■ EXERCISE OBJECTIVE: Leave out all pictures while repeating the records exactly and completely.

■ RECORDS SHOWN:
------------

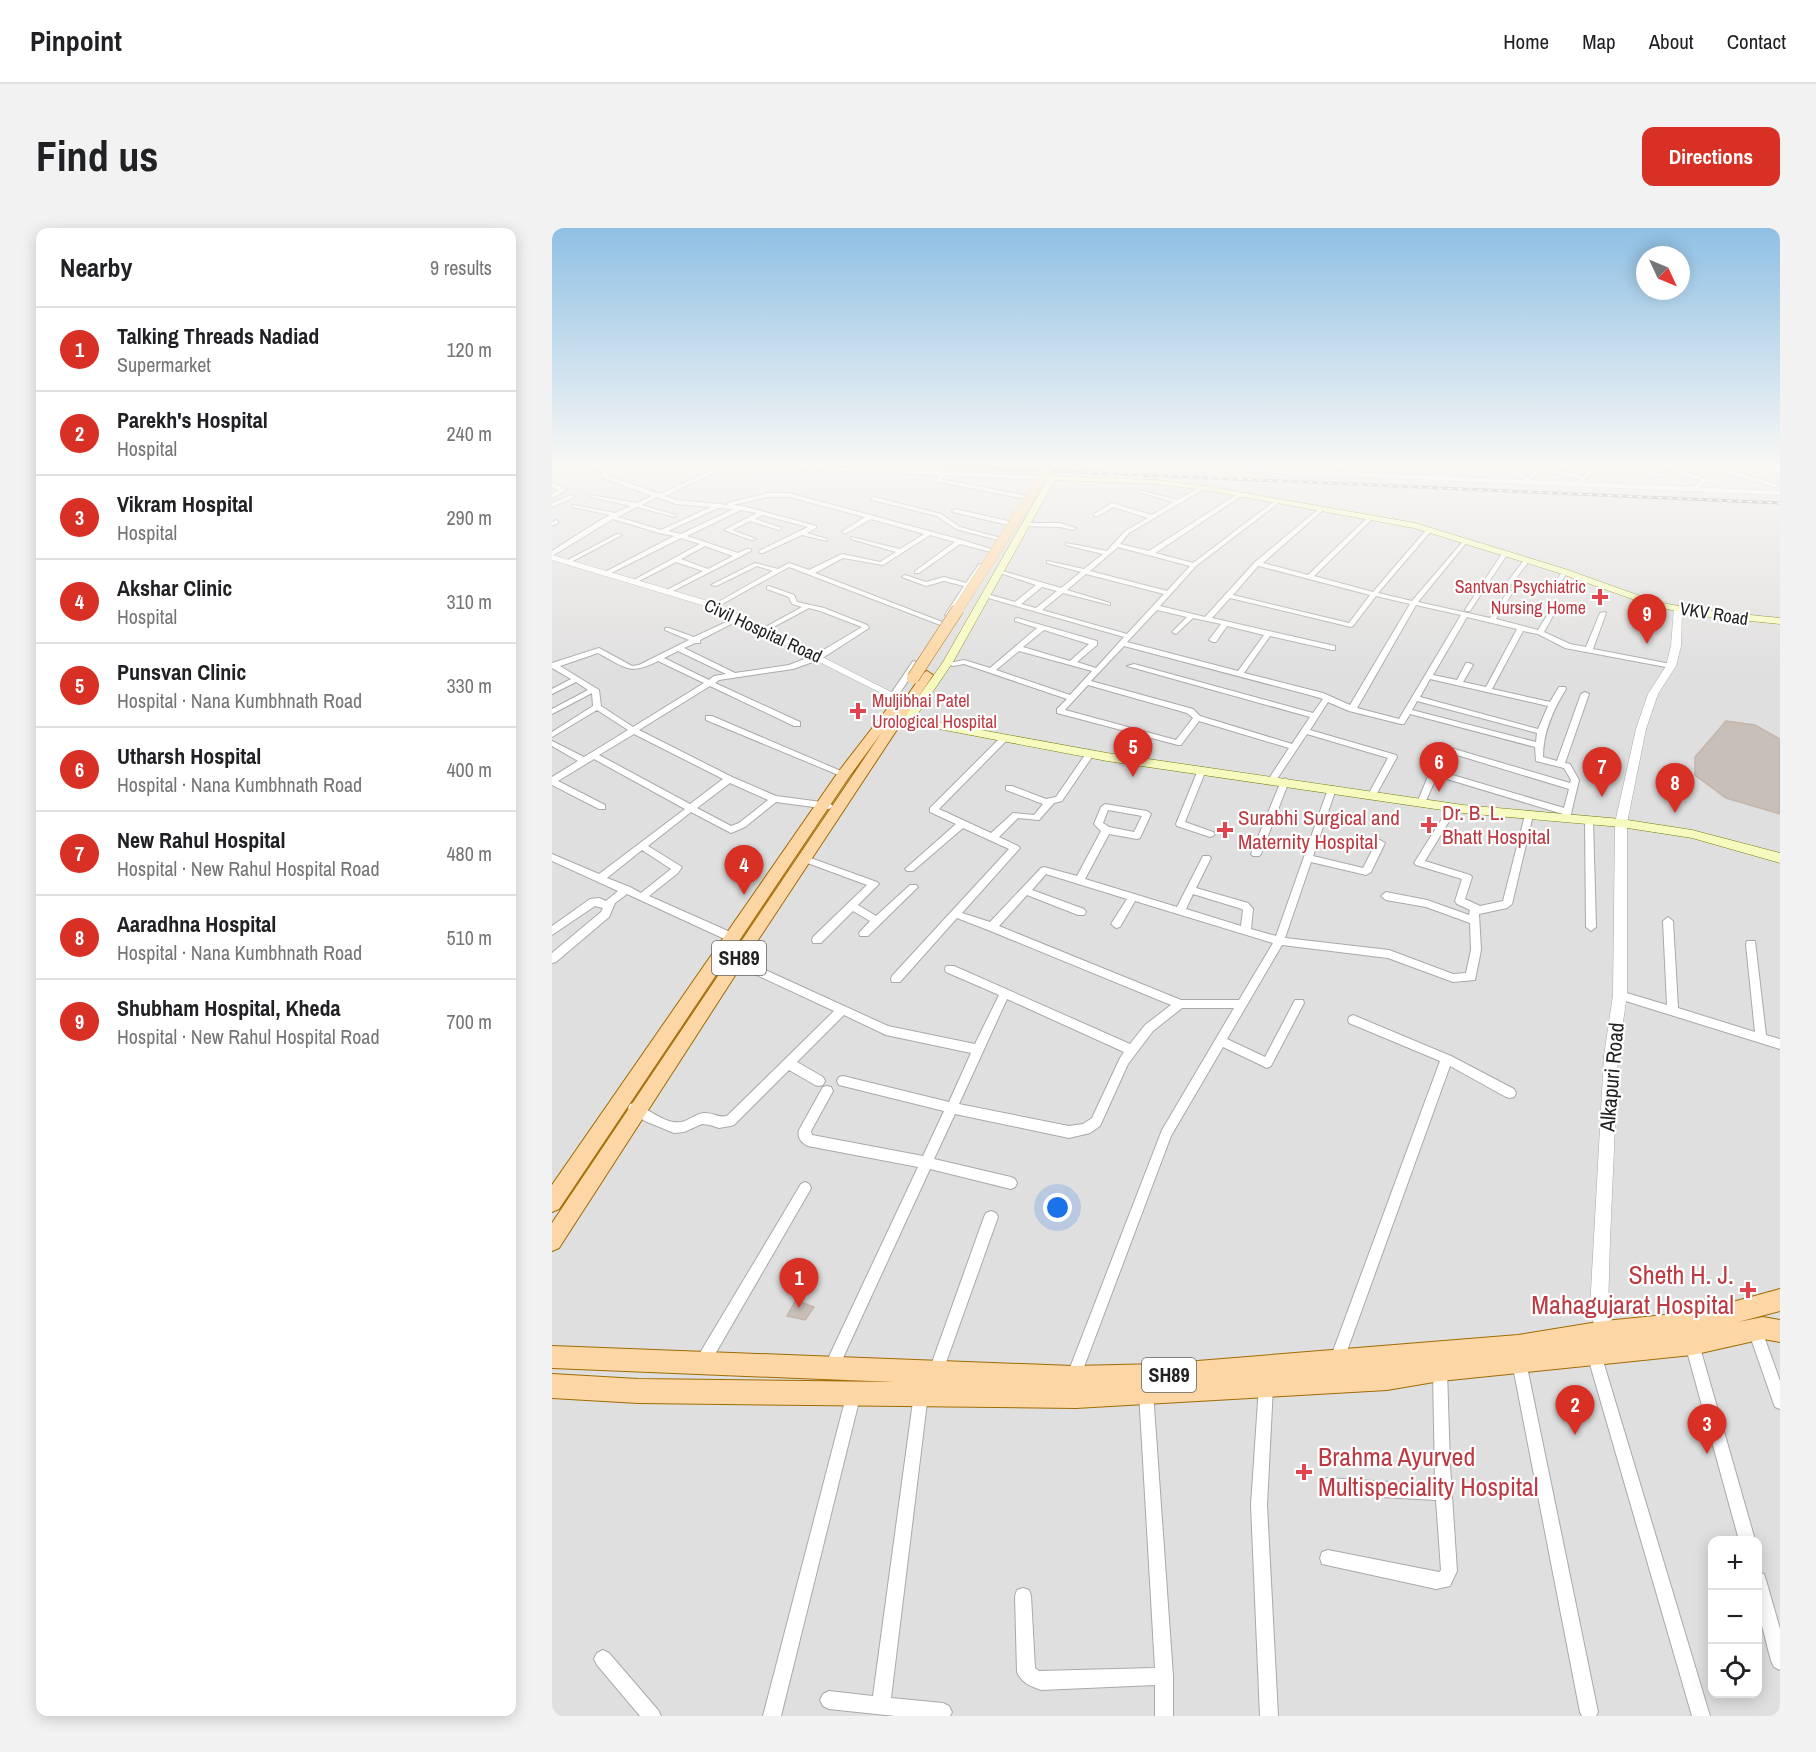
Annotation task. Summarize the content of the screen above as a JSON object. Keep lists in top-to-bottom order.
{
  "streets": {
    "main road": ["VKV Road", "SH89"],
    "street": ["Civil Hospital Road", "Alkapuri Road"]
  },
  "crossings": [
    ["Civil Hospital Road", "SH89"],
    ["SH89", "Alkapuri Road"]
  ],
  "places": {
    "health": [
      "Santvan Psychiatric Nursing Home",
      "Muljibhai Patel Urological Hospital",
      "Dr. B. L. Bhatt Hospital",
      "Surabhi Surgical and Maternity Hospital",
      "Sheth H. J. Mahagujarat Hospital",
      "Brahma Ayurved Multispeciality Hospital"
    ]
  },
  "north": "bottom right",
  "page": {
    "header": "Pinpoint",
    "nav": [
      "Home",
      "Map",
      "About",
      "Contact"
    ],
    "buttons": "Directions",
    "title": "Find us",
    "heading": ["Nearby", "9 results"],
    "list": [
      {
        "mark": "1",
        "name": "Talking Threads Nadiad",
        "note": "Supermarket",
        "value": "120 m"
      },
      {
        "mark": "2",
        "name": "Parekh's Hospital",
        "note": "Hospital",
        "value": "240 m"
      },
      {
        "mark": "3",
        "name": "Vikram Hospital",
        "note": "Hospital",
        "value": "290 m"
      },
      {
        "mark": "4",
        "name": "Akshar Clinic",
        "note": "Hospital",
        "value": "310 m"
      },
      {
        "mark": "5",
        "name": "Punsvan Clinic",
        "note": "Hospital · Nana Kumbhnath Road",
        "value": "330 m"
      },
      {
        "mark": "6",
        "name": "Utharsh Hospital",
        "note": "Hospital · Nana Kumbhnath Road",
        "value": "400 m"
      },
      {
        "mark": "7",
        "name": "New Rahul Hospital",
        "note": "Hospital · New Rahul Hospital Road",
        "value": "480 m"
      },
      {
        "mark": "8",
        "name": "Aaradhna Hospital",
        "note": "Hospital · Nana Kumbhnath Road",
        "value": "510 m"
      },
      {
        "mark": "9",
        "name": "Shubham Hospital, Kheda",
        "note": "Hospital · New Rahul Hospital Road",
        "value": "700 m"
      }
    ],
    "pins": [
      "9",
      "5",
      "6",
      "7",
      "8",
      "4",
      "1",
      "2",
      "3"
    ],
    "map_buttons": ["+", "−"]
  }
}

------------

■ RESPONSE AREA:
Annotation task. Summarize the content of the screen above as a JSON object. Keep lists in top-to-bottom order.
{
  "streets": {
    "main road": ["VKV Road", "SH89"],
    "street": ["Civil Hospital Road", "Alkapuri Road"]
  },
  "crossings": [
    ["Civil Hospital Road", "SH89"],
    ["SH89", "Alkapuri Road"]
  ],
  "places": {
    "health": [
      "Santvan Psychiatric Nursing Home",
      "Muljibhai Patel Urological Hospital",
      "Dr. B. L. Bhatt Hospital",
      "Surabhi Surgical and Maternity Hospital",
      "Sheth H. J. Mahagujarat Hospital",
      "Brahma Ayurved Multispeciality Hospital"
    ]
  },
  "north": "bottom right",
  "page": {
    "header": "Pinpoint",
    "nav": [
      "Home",
      "Map",
      "About",
      "Contact"
    ],
    "buttons": "Directions",
    "title": "Find us",
    "heading": ["Nearby", "9 results"],
    "list": [
      {
        "mark": "1",
        "name": "Talking Threads Nadiad",
        "note": "Supermarket",
        "value": "120 m"
      },
      {
        "mark": "2",
        "name": "Parekh's Hospital",
        "note": "Hospital",
        "value": "240 m"
      },
      {
        "mark": "3",
        "name": "Vikram Hospital",
        "note": "Hospital",
        "value": "290 m"
      },
      {
        "mark": "4",
        "name": "Akshar Clinic",
        "note": "Hospital",
        "value": "310 m"
      },
      {
        "mark": "5",
        "name": "Punsvan Clinic",
        "note": "Hospital · Nana Kumbhnath Road",
        "value": "330 m"
      },
      {
        "mark": "6",
        "name": "Utharsh Hospital",
        "note": "Hospital · Nana Kumbhnath Road",
        "value": "400 m"
      },
      {
        "mark": "7",
        "name": "New Rahul Hospital",
        "note": "Hospital · New Rahul Hospital Road",
        "value": "480 m"
      },
      {
        "mark": "8",
        "name": "Aaradhna Hospital",
        "note": "Hospital · Nana Kumbhnath Road",
        "value": "510 m"
      },
      {
        "mark": "9",
        "name": "Shubham Hospital, Kheda",
        "note": "Hospital · New Rahul Hospital Road",
        "value": "700 m"
      }
    ],
    "pins": [
      "9",
      "5",
      "6",
      "7",
      "8",
      "4",
      "1",
      "2",
      "3"
    ],
    "map_buttons": ["+", "−"]
  }
}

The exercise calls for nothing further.